Problem → Images are to be excluded from the copy, and the records below reproduced word for word.

Material shown →
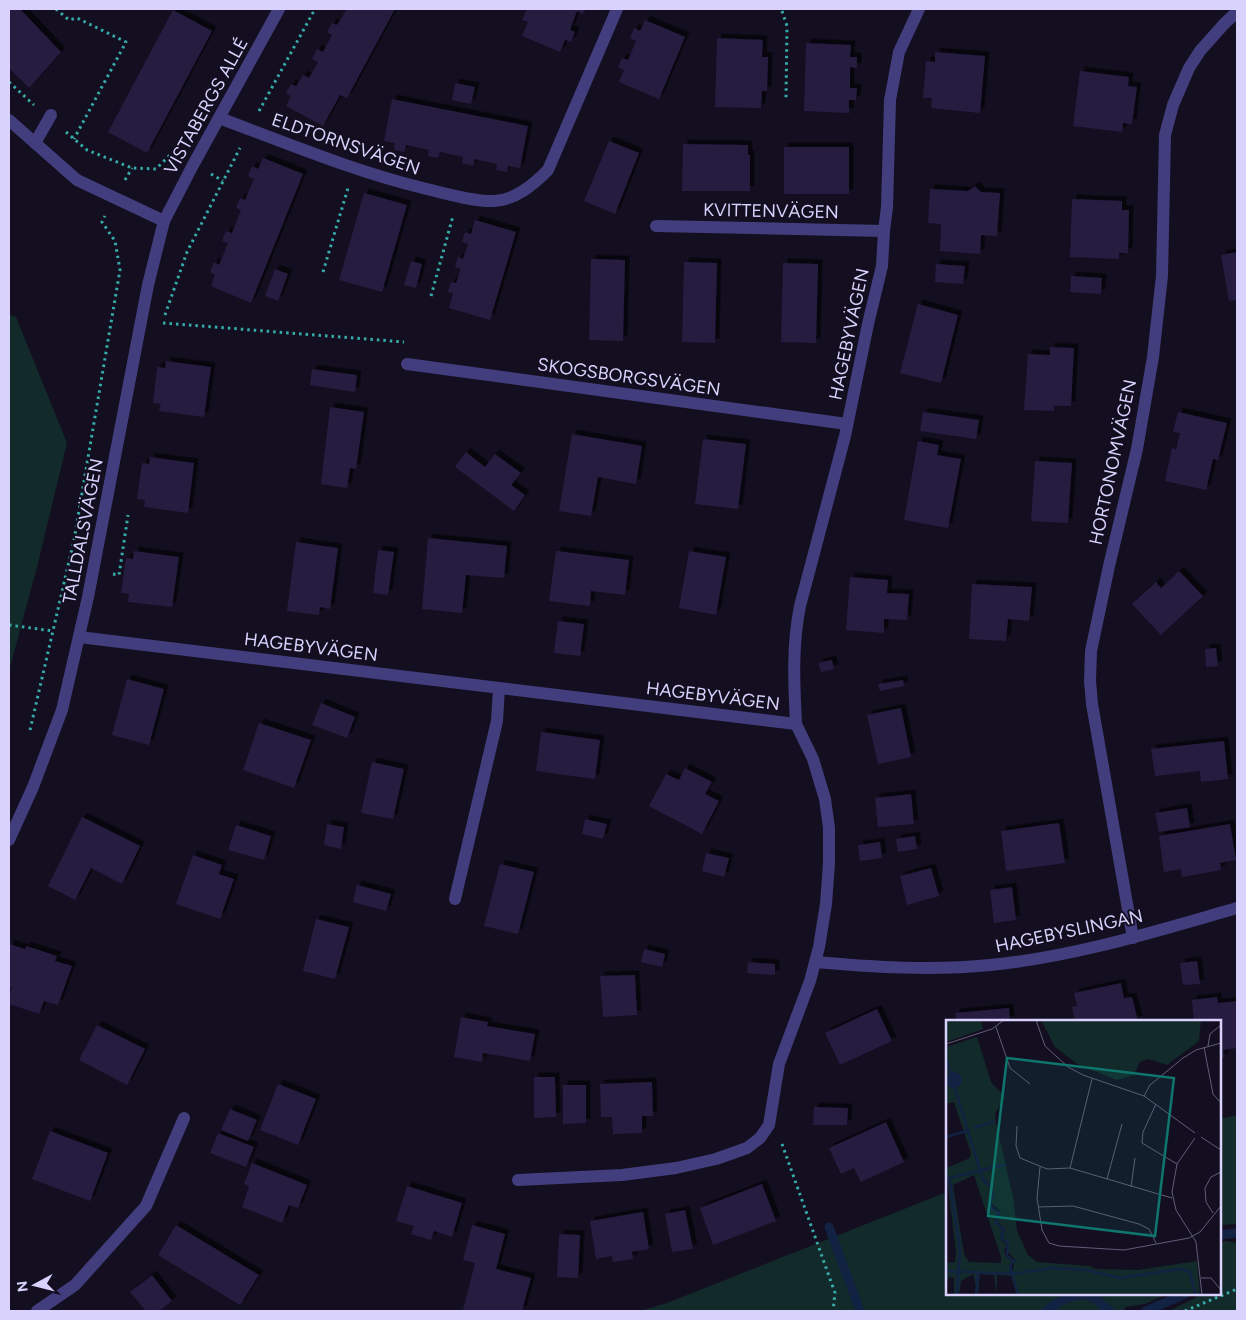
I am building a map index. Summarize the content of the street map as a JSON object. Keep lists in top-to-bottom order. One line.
{"streets":{"street":["VISTABERGS ALLÉ","ELDTORNSVÄGEN","KVITTENVÄGEN","HAGEBYVÄGEN","SKOGSBORGSVÄGEN","HORTONOMVÄGEN","TALLDALSVÄGEN","HAGEBYSLINGAN"]},"crossings":[["VISTABERGS ALLÉ","ELDTORNSVÄGEN"],["VISTABERGS ALLÉ","TALLDALSVÄGEN"],["KVITTENVÄGEN","HAGEBYVÄGEN"],["HAGEBYVÄGEN","SKOGSBORGSVÄGEN"],["HAGEBYVÄGEN","TALLDALSVÄGEN"],["HORTONOMVÄGEN","HAGEBYSLINGAN"]],"north":"left"}
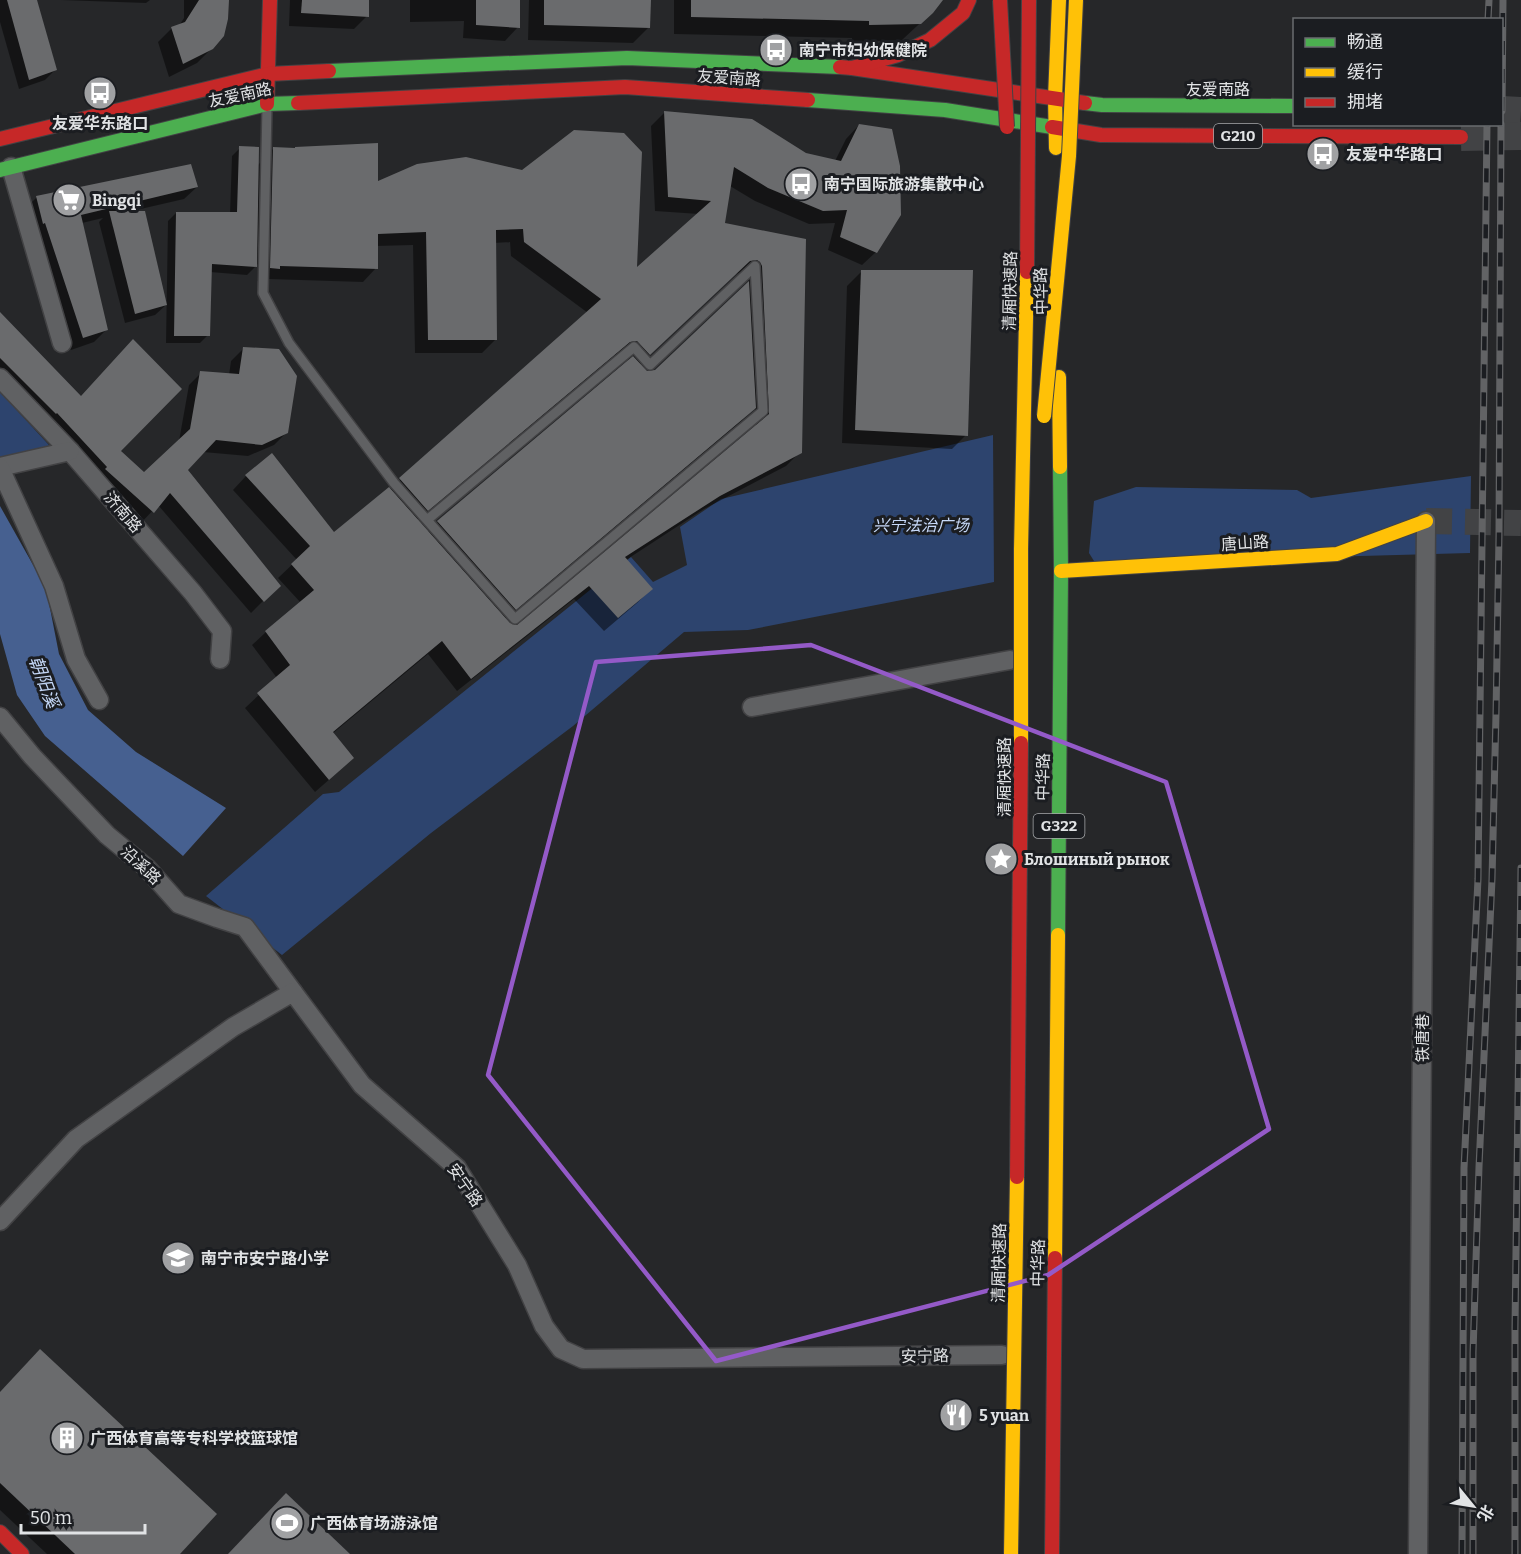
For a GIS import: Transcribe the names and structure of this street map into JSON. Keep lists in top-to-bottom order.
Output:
{
  "streets": {
    "main road": [
      "友爱南路",
      "G210",
      "清厢快速路",
      "中华路",
      "唐山路",
      "G322"
    ],
    "street": [
      "济南路",
      "沿溪路",
      "铁唐巷",
      "安宁路"
    ]
  },
  "crossings": [
    ["友爱南路", "中华路"],
    ["中华路", "唐山路"],
    ["中华路", "安宁路"],
    ["唐山路", "铁唐巷"],
    ["沿溪路", "安宁路"]
  ],
  "water": ["朝阳溪"],
  "parks": ["兴宁法治广场"],
  "places": {
    "bus stop": [
      "南宁市妇幼保健院",
      "友爱华东路口",
      "友爱中华路口",
      "南宁国际旅游集散中心"
    ],
    "supermarket": ["Bingqi"],
    "place": ["Блошиный рынок"],
    "school or university": ["南宁市安宁路小学"],
    "restaurant": ["5 yuan"],
    "building": ["广西体育高等专科学校篮球馆"],
    "sports": ["广西体育场游泳馆"]
  },
  "legend": ["畅通", "缓行", "拥堵"],
  "scale_bar": "50 m",
  "north": "bottom right"
}
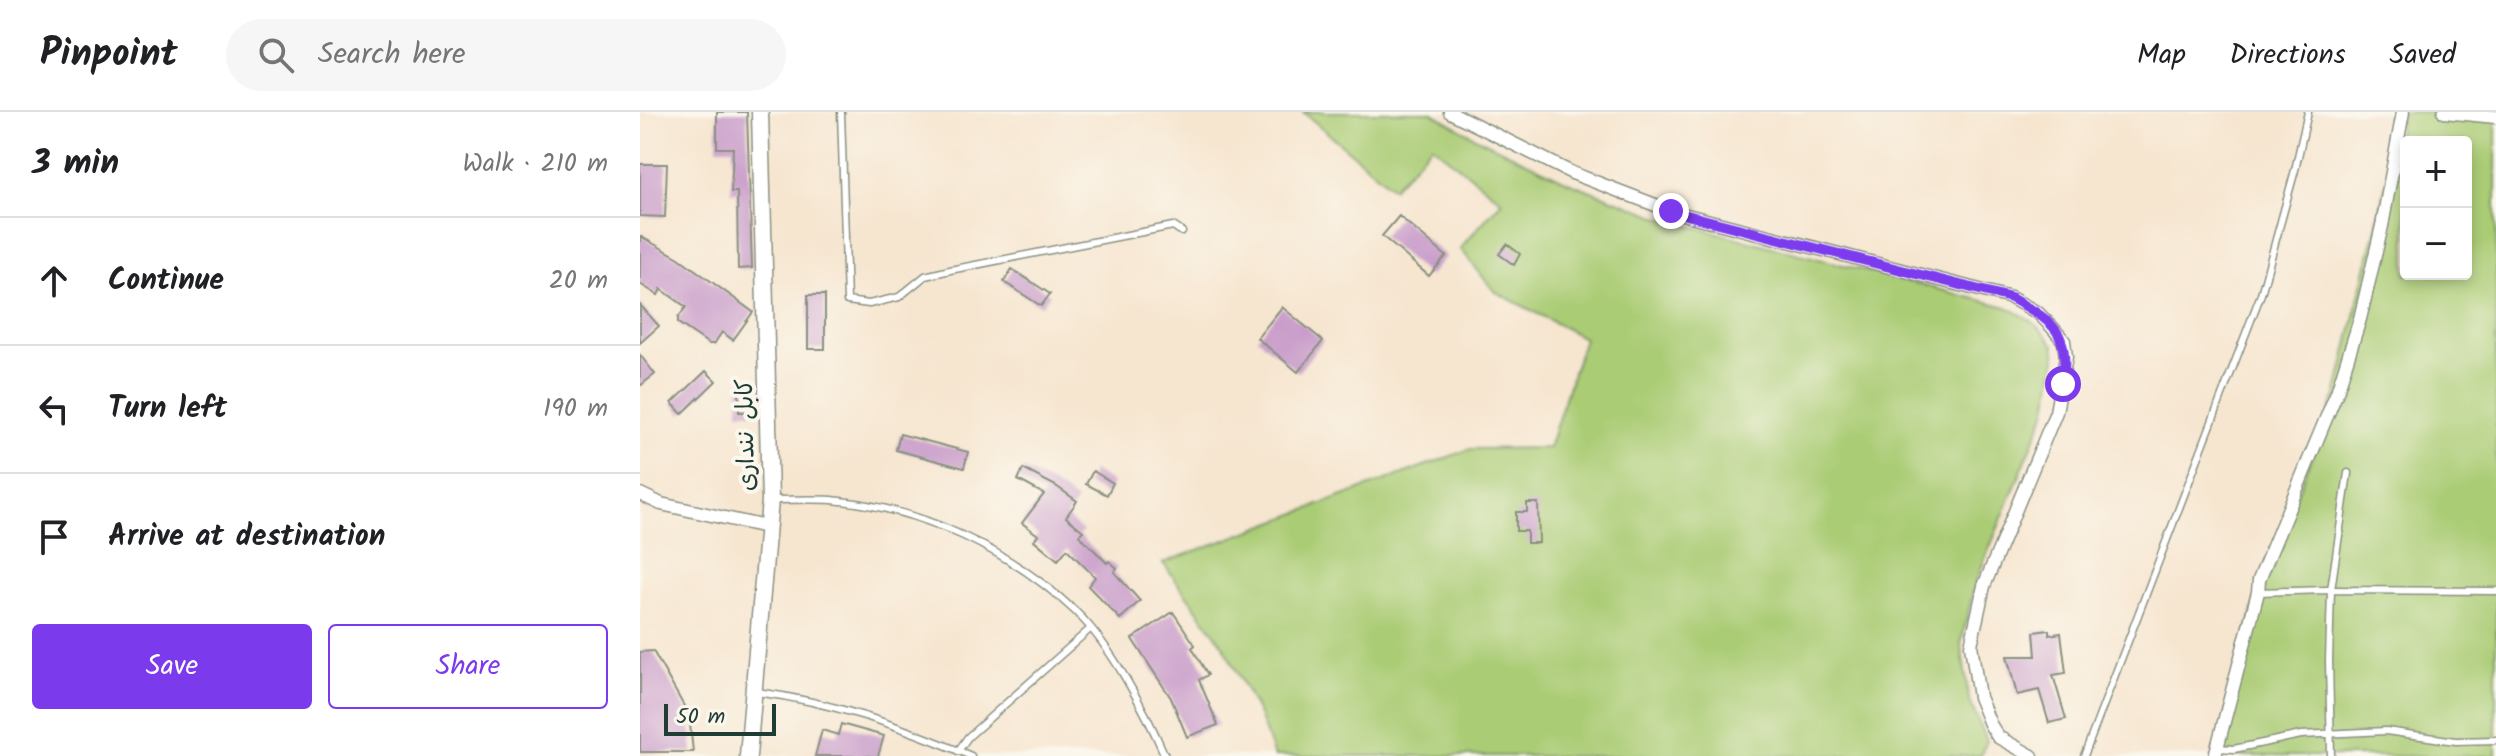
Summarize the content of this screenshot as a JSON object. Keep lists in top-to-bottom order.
{
  "streets": {
    "street": ["کابل ننداری"]
  },
  "scale_bar": "50 m",
  "page": {
    "header": "Pinpoint",
    "search": "Search here",
    "nav": ["Map", "Directions", "Saved"],
    "heading": ["3 min", "Walk · 210 m"],
    "map_buttons": ["+", "−"],
    "list": [
      ["Continue", "20 m"],
      ["Turn left", "190 m"],
      "Arrive at destination"
    ],
    "buttons": ["Save", "Share"],
    "scale": "50 m"
  }
}
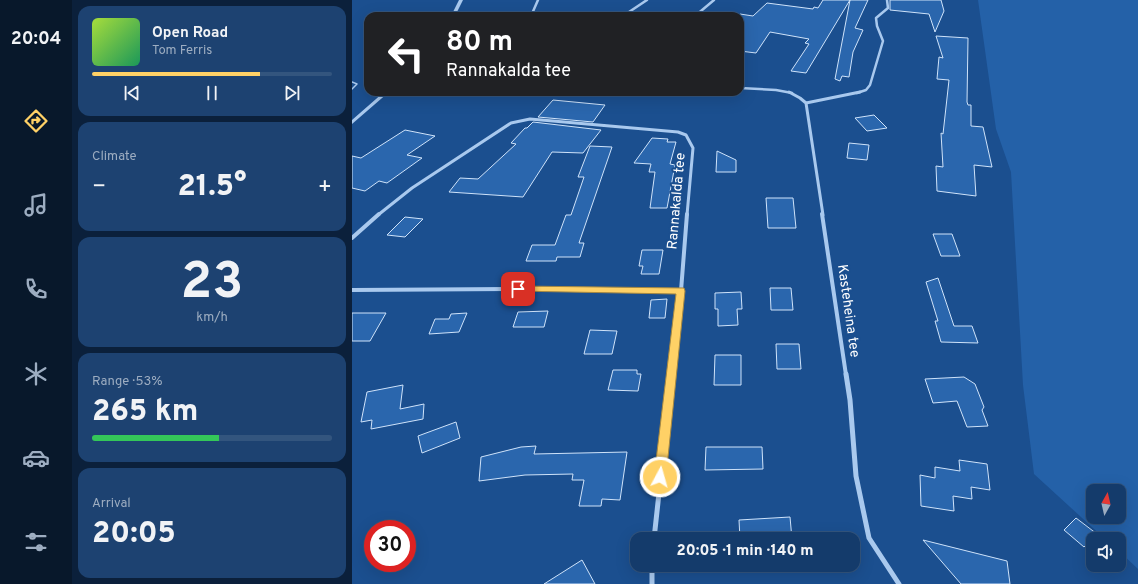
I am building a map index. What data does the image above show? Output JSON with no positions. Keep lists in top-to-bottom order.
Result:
{
  "streets": {
    "street": ["Rannakalda tee", "Kasteheina tee"]
  },
  "north": "top",
  "page": {
    "tabs": "20:04",
    "turn": ["80 m", "Rannakalda tee"],
    "song": ["Open Road", "Tom Ferris"],
    "tile": [
      "Climate",
      ["23", "km/h"],
      ["Range · 53%", "265 km"],
      ["Arrival", "20:05"]
    ],
    "heat": ["−", "21.5°", "+"],
    "limit": "30",
    "trip": "20:05 · 1 min · 140 m"
  }
}
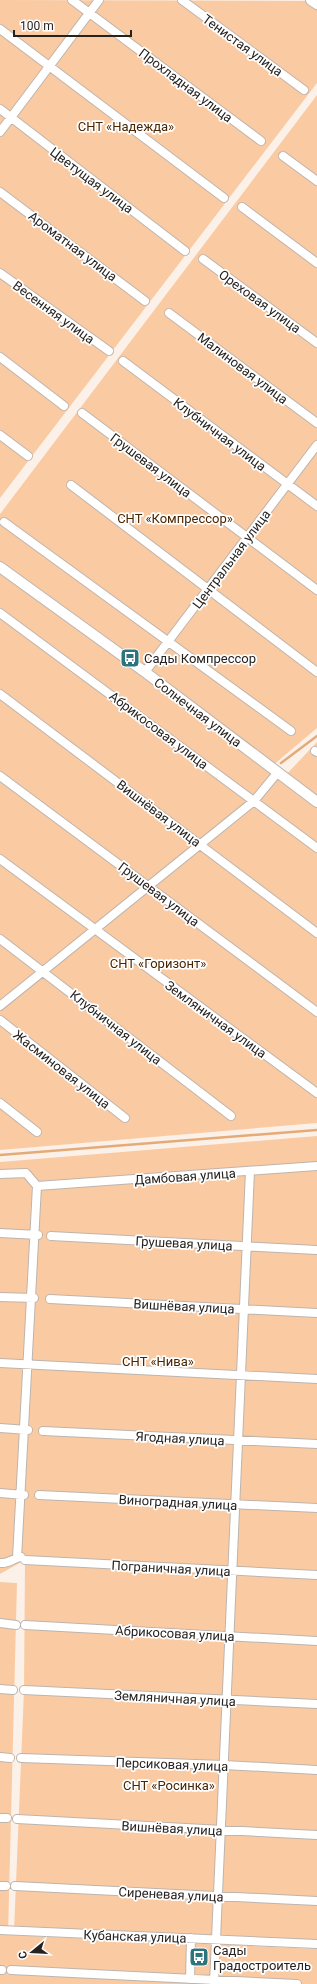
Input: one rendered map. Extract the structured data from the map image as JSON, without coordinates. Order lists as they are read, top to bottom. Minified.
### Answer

Solution →
I am building a map index. Summarize the content of the street map as a JSON object. Keep lists in top-to-bottom order. One line.
{"streets":{"street":["VISTABERGS ALLÉ","ELDTORNSVÄGEN","KVITTENVÄGEN","HAGEBYVÄGEN","SKOGSBORGSVÄGEN","HORTONOMVÄGEN","TALLDALSVÄGEN","HAGEBYSLINGAN"]},"crossings":[["VISTABERGS ALLÉ","ELDTORNSVÄGEN"],["VISTABERGS ALLÉ","TALLDALSVÄGEN"],["KVITTENVÄGEN","HAGEBYVÄGEN"],["HAGEBYVÄGEN","SKOGSBORGSVÄGEN"],["HAGEBYVÄGEN","TALLDALSVÄGEN"],["HORTONOMVÄGEN","HAGEBYSLINGAN"]],"north":"left"}
For a GIS import: Transcribe the names and structure of this street map into JSON. Keep lists in top-to-bottom order.
Output:
{
  "streets": {
    "main road": [
      "友爱南路",
      "G210",
      "清厢快速路",
      "中华路",
      "唐山路",
      "G322"
    ],
    "street": [
      "济南路",
      "沿溪路",
      "铁唐巷",
      "安宁路"
    ]
  },
  "crossings": [
    ["友爱南路", "中华路"],
    ["中华路", "唐山路"],
    ["中华路", "安宁路"],
    ["唐山路", "铁唐巷"],
    ["沿溪路", "安宁路"]
  ],
  "water": ["朝阳溪"],
  "parks": ["兴宁法治广场"],
  "places": {
    "bus stop": [
      "南宁市妇幼保健院",
      "友爱华东路口",
      "友爱中华路口",
      "南宁国际旅游集散中心"
    ],
    "supermarket": ["Bingqi"],
    "place": ["Блошиный рынок"],
    "school or university": ["南宁市安宁路小学"],
    "restaurant": ["5 yuan"],
    "building": ["广西体育高等专科学校篮球馆"],
    "sports": ["广西体育场游泳馆"]
  },
  "legend": ["畅通", "缓行", "拥堵"],
  "scale_bar": "50 m",
  "north": "bottom right"
}
Summarize the content of this screenshot as a JSON object. Keep lists in top-to-bottom order.
{
  "streets": {
    "street": ["کابل ننداری"]
  },
  "scale_bar": "50 m",
  "page": {
    "header": "Pinpoint",
    "search": "Search here",
    "nav": ["Map", "Directions", "Saved"],
    "heading": ["3 min", "Walk · 210 m"],
    "map_buttons": ["+", "−"],
    "list": [
      ["Continue", "20 m"],
      ["Turn left", "190 m"],
      "Arrive at destination"
    ],
    "buttons": ["Save", "Share"],
    "scale": "50 m"
  }
}
I am building a map index. What data does the image above show? Output JSON with no positions. Keep lists in top-to-bottom order.
Result:
{
  "streets": {
    "street": ["Rannakalda tee", "Kasteheina tee"]
  },
  "north": "top",
  "page": {
    "tabs": "20:04",
    "turn": ["80 m", "Rannakalda tee"],
    "song": ["Open Road", "Tom Ferris"],
    "tile": [
      "Climate",
      ["23", "km/h"],
      ["Range · 53%", "265 km"],
      ["Arrival", "20:05"]
    ],
    "heat": ["−", "21.5°", "+"],
    "limit": "30",
    "trip": "20:05 · 1 min · 140 m"
  }
}
Input: one rendered map. Extract the structured data from the map image as JSON, without coordinates. Order lists as they are read, top to bottom. Minified.
### Answer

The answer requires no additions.